_TASK REQUIREMENTS_. Up to and including the line that holds "Convert the image", copy every line of the records below exactly, starting at the first; leave pictures out.

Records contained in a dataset
_ _ _ _

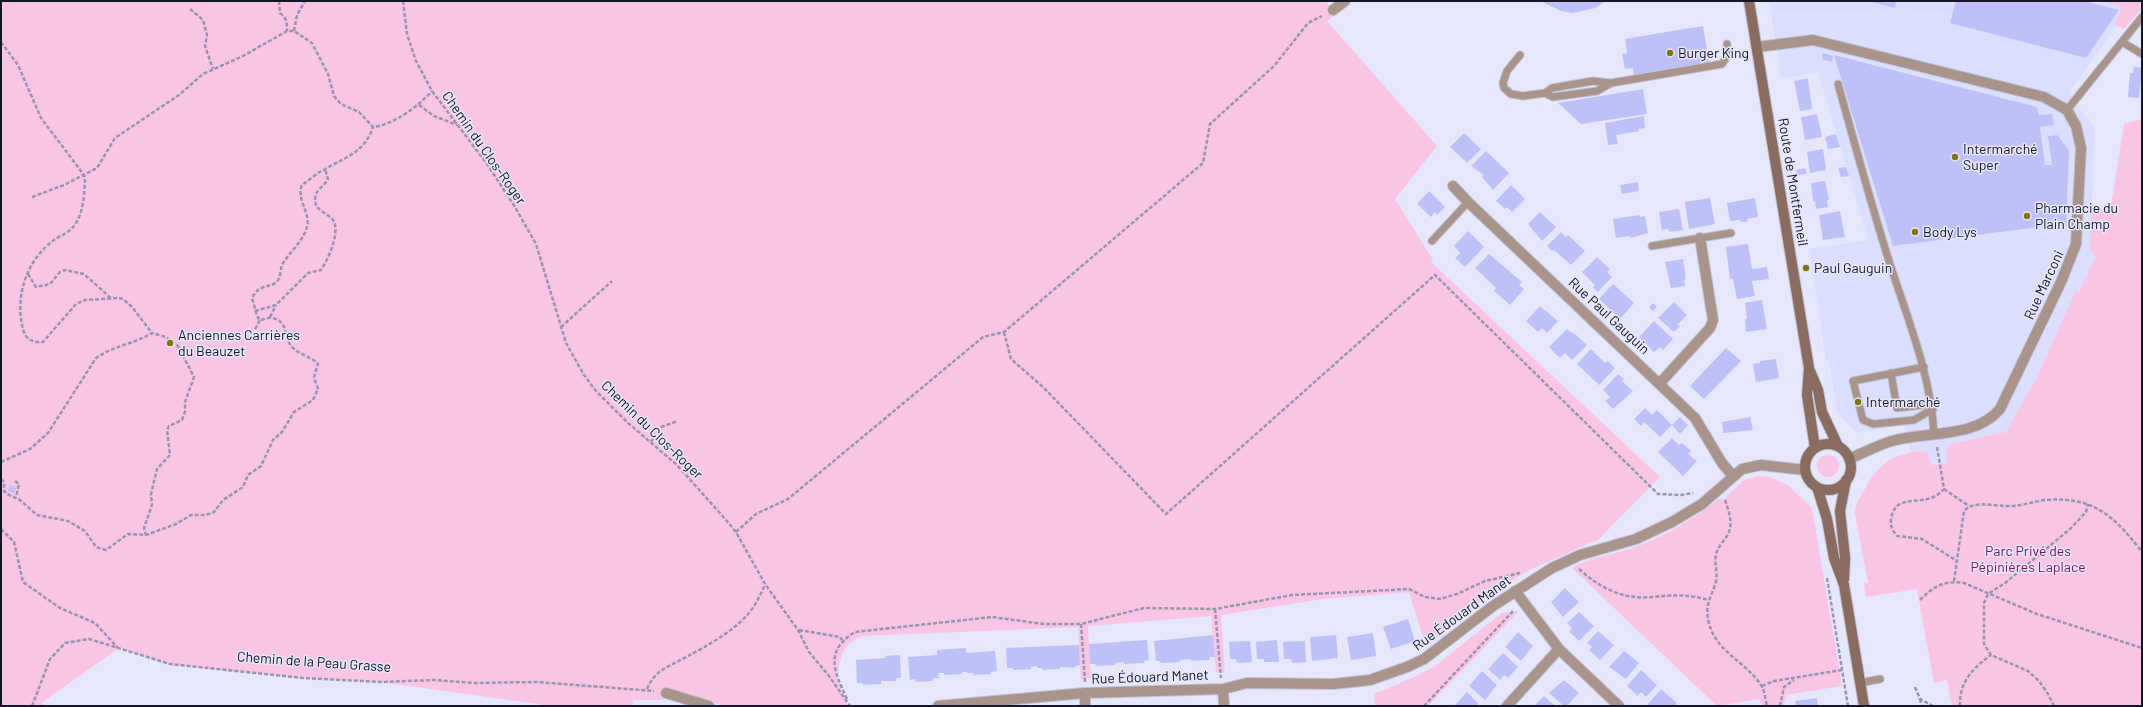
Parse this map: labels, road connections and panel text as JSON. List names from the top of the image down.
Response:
{
  "streets": {
    "main road": ["Route de Montfermeil"],
    "street": ["Rue Marconi", "Rue Paul Gauguin", "Rue Édouard Manet"],
    "path": ["Chemin du Clos-Roger", "Chemin de la Peau Grasse"]
  },
  "crossings": [
    ["Route de Montfermeil", "Rue Marconi"],
    ["Route de Montfermeil", "Rue Édouard Manet"],
    ["Rue Marconi", "Rue Édouard Manet"],
    ["Rue Paul Gauguin", "Rue Édouard Manet"]
  ],
  "parks": ["Parc Privé des Pépinières Laplace"],
  "places": [
    "Burger King",
    "Intermarché Super",
    "Pharmacie du Plain Champ",
    "Body Lys",
    "Paul Gauguin",
    "Anciennes Carrières du Beauzet",
    "Intermarché"
  ]
}
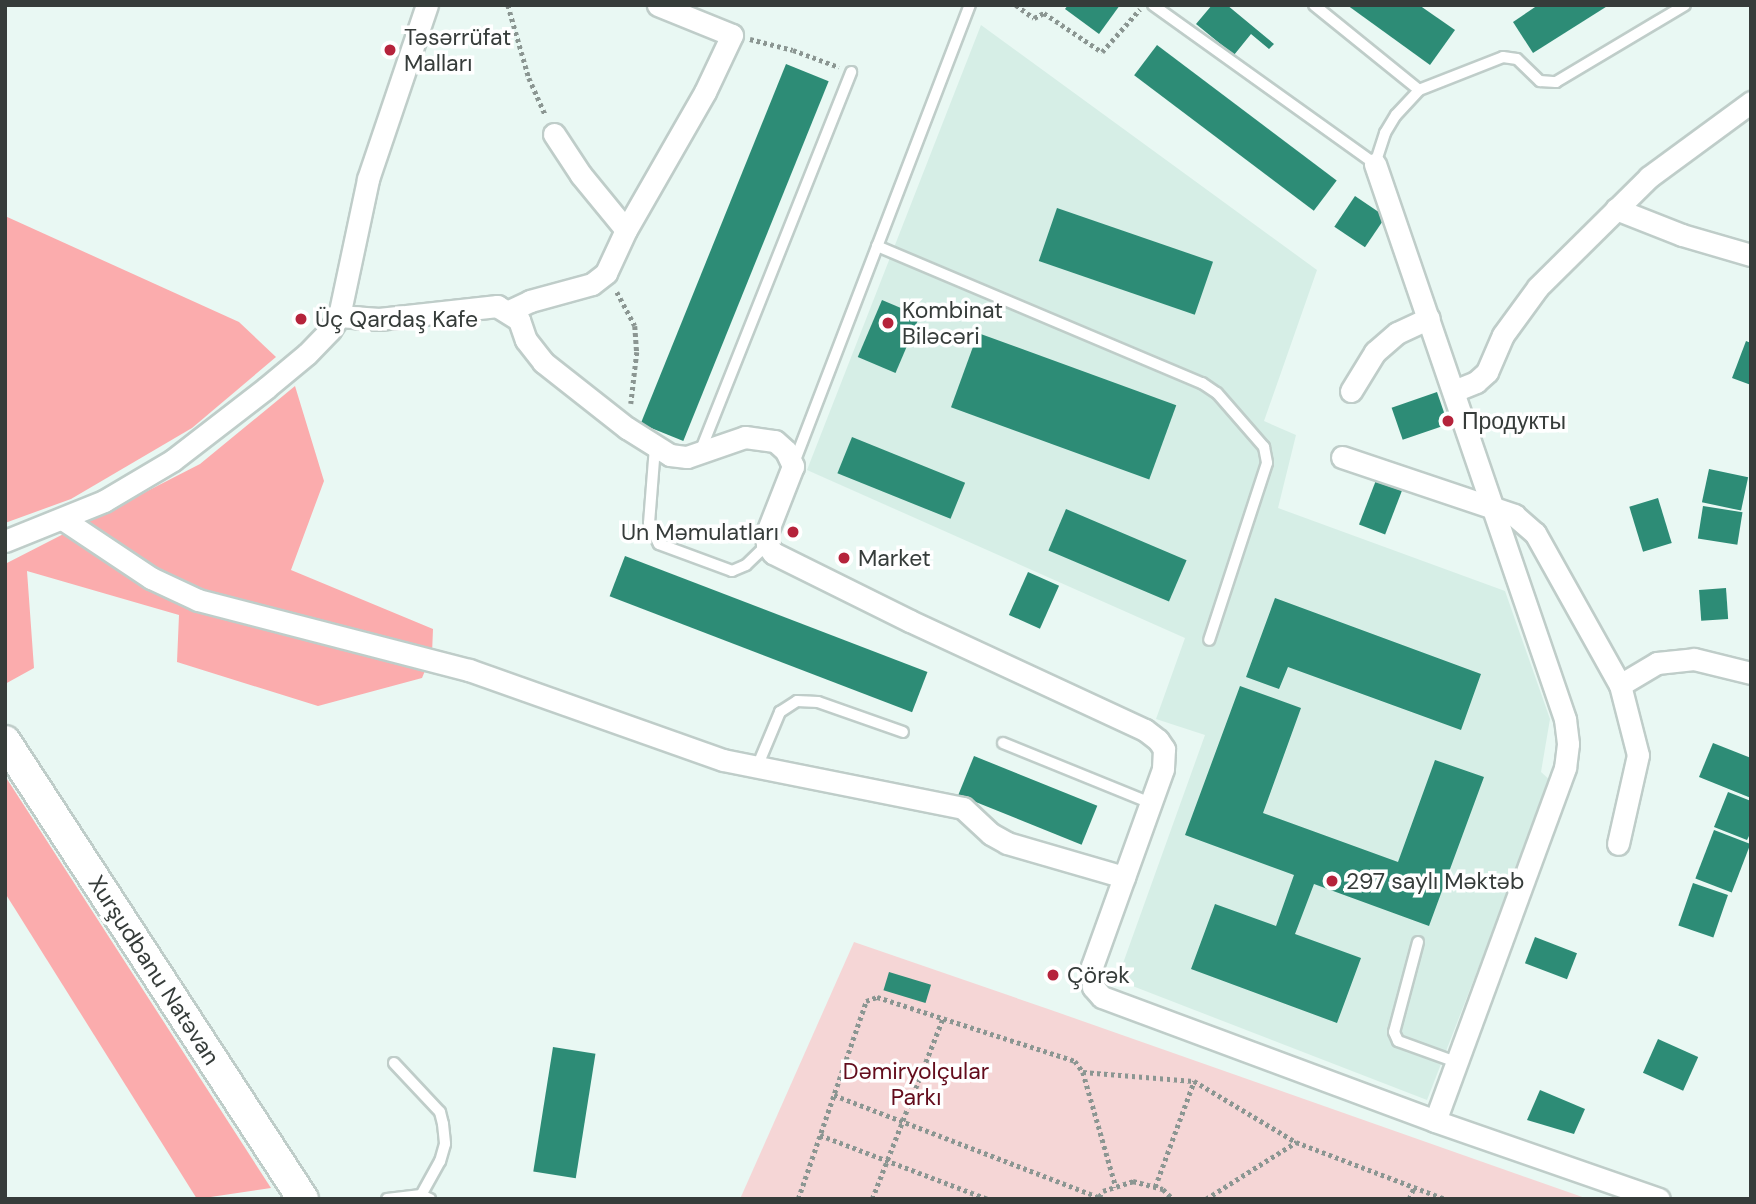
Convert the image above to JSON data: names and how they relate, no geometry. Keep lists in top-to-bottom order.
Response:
{
  "streets": {
    "main road": ["Xurşudbanu Natəvan"]
  },
  "parks": ["Dəmiryolçular Parkı"],
  "places": [
    "Təsərrüfat Malları",
    "Üç Qardaş Kafe",
    "Kombinat Biləcəri",
    "Продукты",
    "Un Məmulatları",
    "Market",
    "297 saylı Məktəb",
    "Çörək"
  ]
}
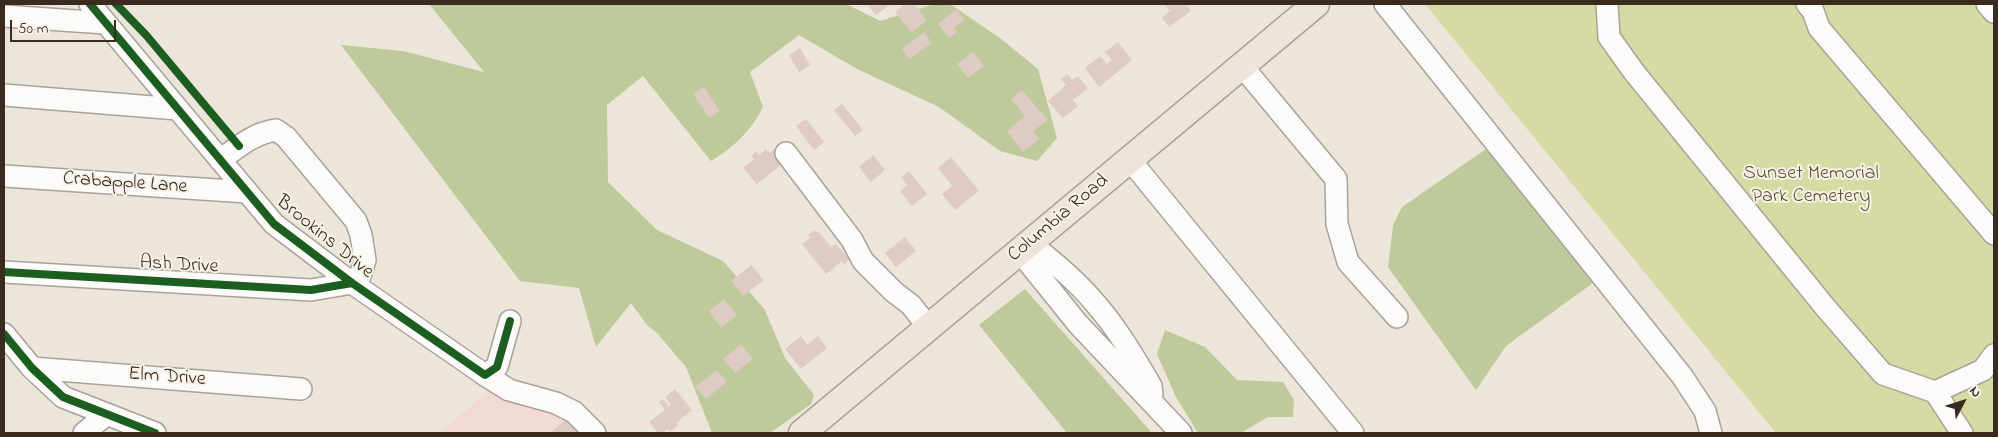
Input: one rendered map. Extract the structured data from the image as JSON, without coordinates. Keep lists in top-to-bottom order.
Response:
{
  "streets": {
    "main road": ["Columbia Road"],
    "street": [
      "Crabapple Lane",
      "Brookins Drive",
      "Ash Drive",
      "Elm Drive"
    ]
  },
  "crossings": [
    ["Crabapple Lane", "Brookins Drive"],
    ["Brookins Drive", "Ash Drive"]
  ],
  "parks": ["Sunset Memorial Park Cemetery"],
  "scale_bar": "50 m",
  "north": "top right"
}
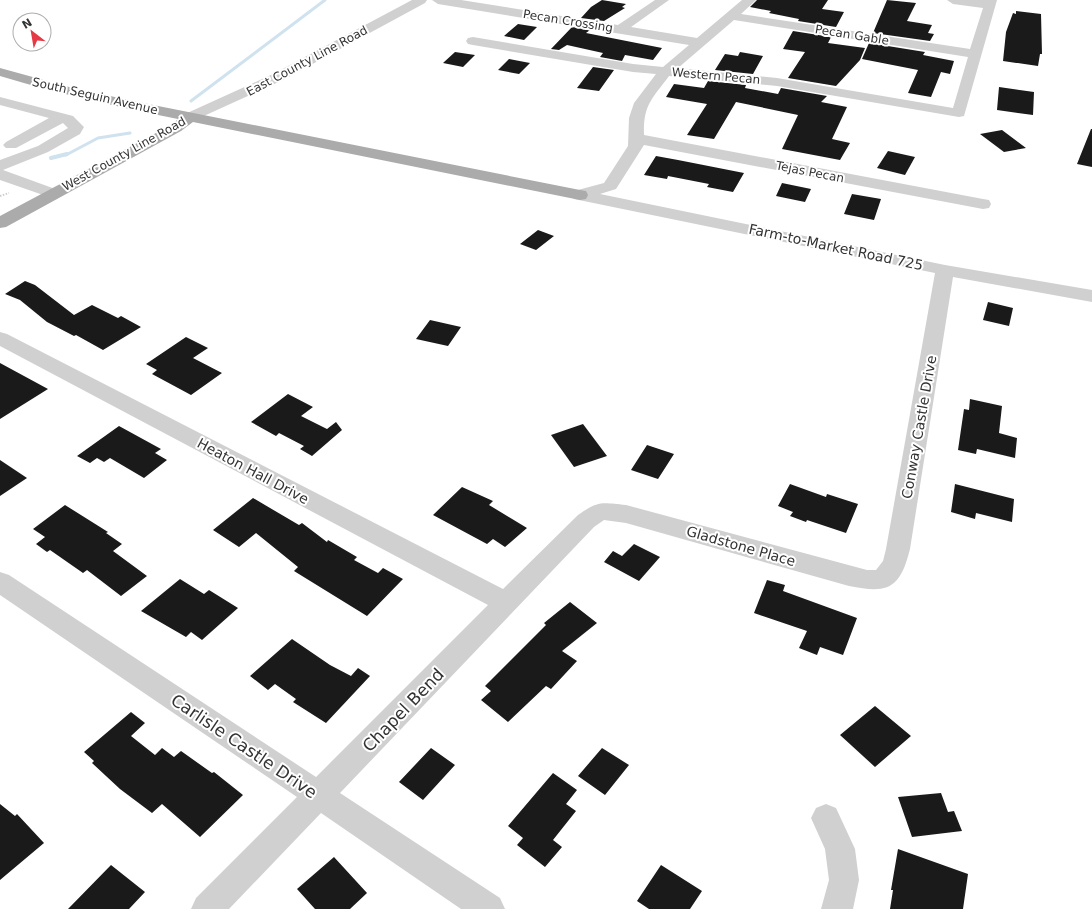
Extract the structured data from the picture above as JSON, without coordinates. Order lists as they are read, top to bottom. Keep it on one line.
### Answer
{"streets":{"main road":["South Seguin Avenue","West County Line Road"],"street":["Pecan Crossing","Pecan Gable","East County Line Road","Western Pecan","Tejas Pecan","Farm-to-Market Road 725","Conway Castle Drive","Heaton Hall Drive","Gladstone Place","Chapel Bend","Carlisle Castle Drive"]},"crossings":[["Pecan Gable","Western Pecan"],["East County Line Road","South Seguin Avenue"],["East County Line Road","West County Line Road"],["South Seguin Avenue","West County Line Road"],["South Seguin Avenue","Farm-to-Market Road 725"],["Farm-to-Market Road 725","Conway Castle Drive"],["Conway Castle Drive","Gladstone Place"],["Heaton Hall Drive","Chapel Bend"],["Gladstone Place","Chapel Bend"],["Chapel Bend","Carlisle Castle Drive"]],"north":"top left"}
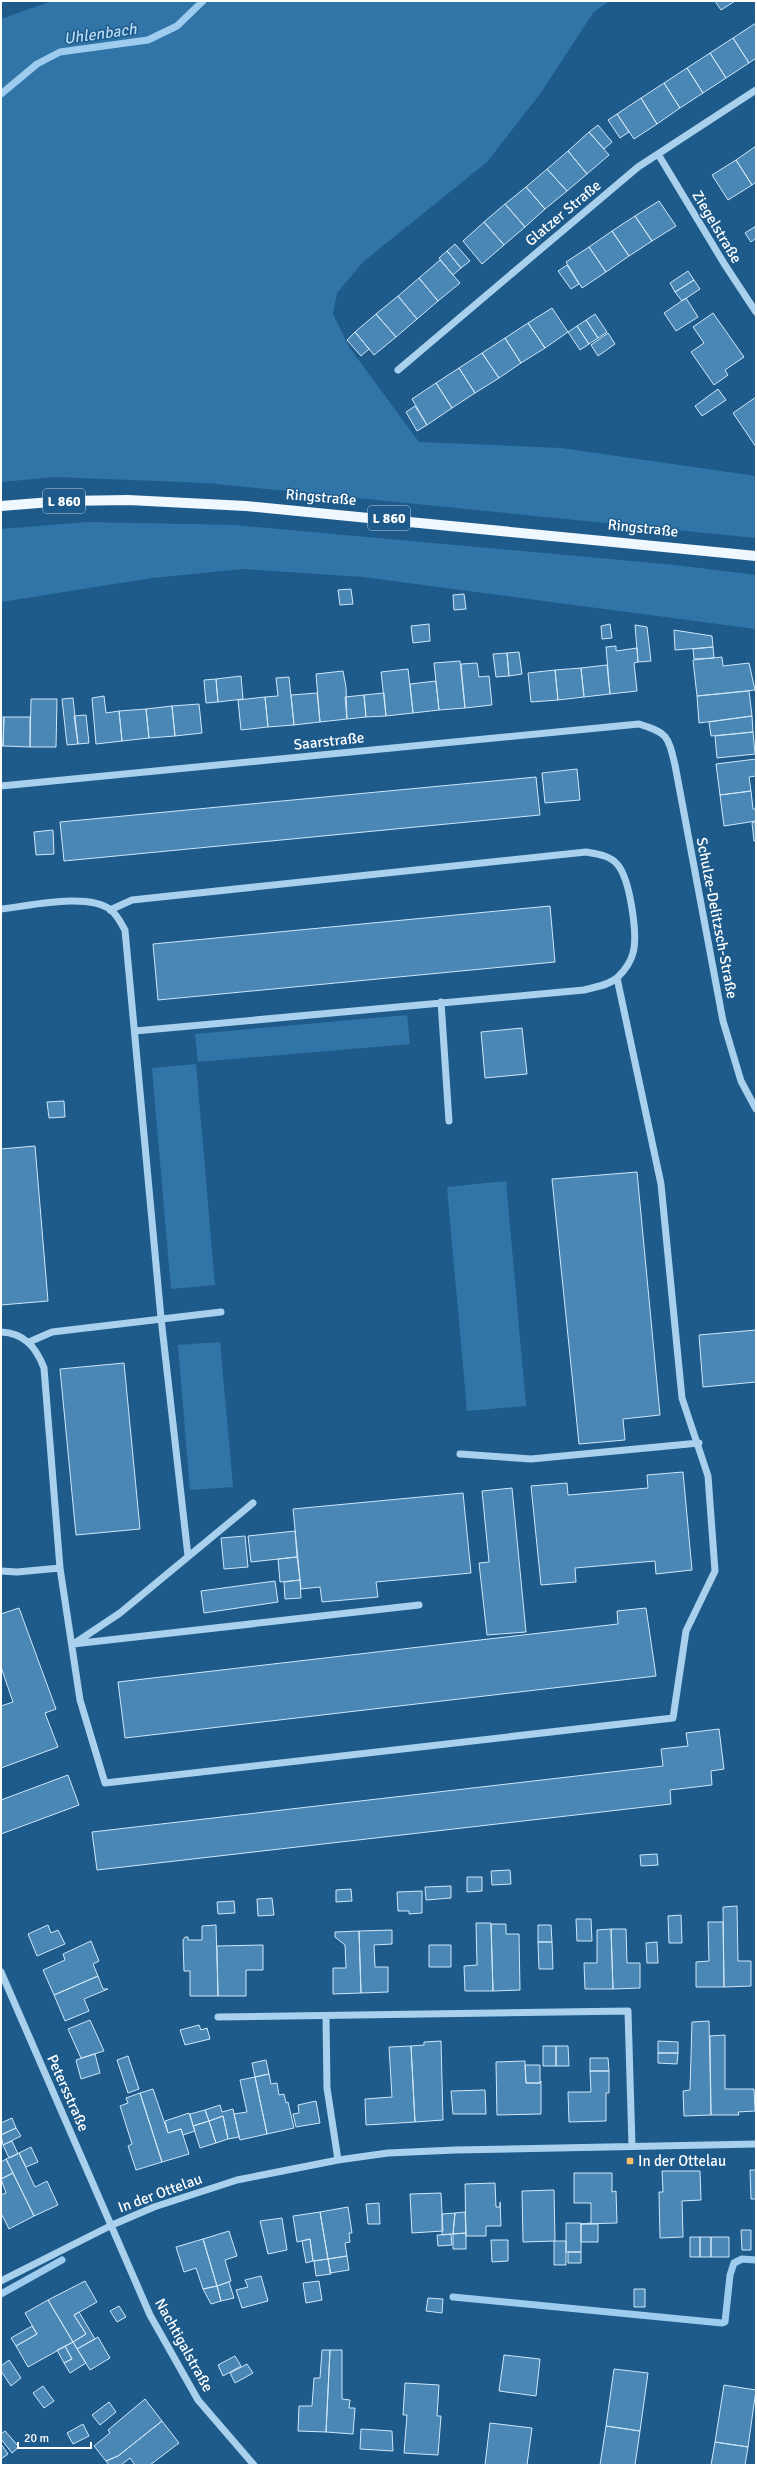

_ _ _ _

_RESULT_.
Parse this map: labels, road connections and panel text as JSON. List names from the top of the image down.
Response:
{
  "streets": {
    "main road": ["Route de Montfermeil"],
    "street": ["Rue Marconi", "Rue Paul Gauguin", "Rue Édouard Manet"],
    "path": ["Chemin du Clos-Roger", "Chemin de la Peau Grasse"]
  },
  "crossings": [
    ["Route de Montfermeil", "Rue Marconi"],
    ["Route de Montfermeil", "Rue Édouard Manet"],
    ["Rue Marconi", "Rue Édouard Manet"],
    ["Rue Paul Gauguin", "Rue Édouard Manet"]
  ],
  "parks": ["Parc Privé des Pépinières Laplace"],
  "places": [
    "Burger King",
    "Intermarché Super",
    "Pharmacie du Plain Champ",
    "Body Lys",
    "Paul Gauguin",
    "Anciennes Carrières du Beauzet",
    "Intermarché"
  ]
}
Convert the image above to JSON data: names and how they relate, no geometry. Keep lists in top-to-bottom order.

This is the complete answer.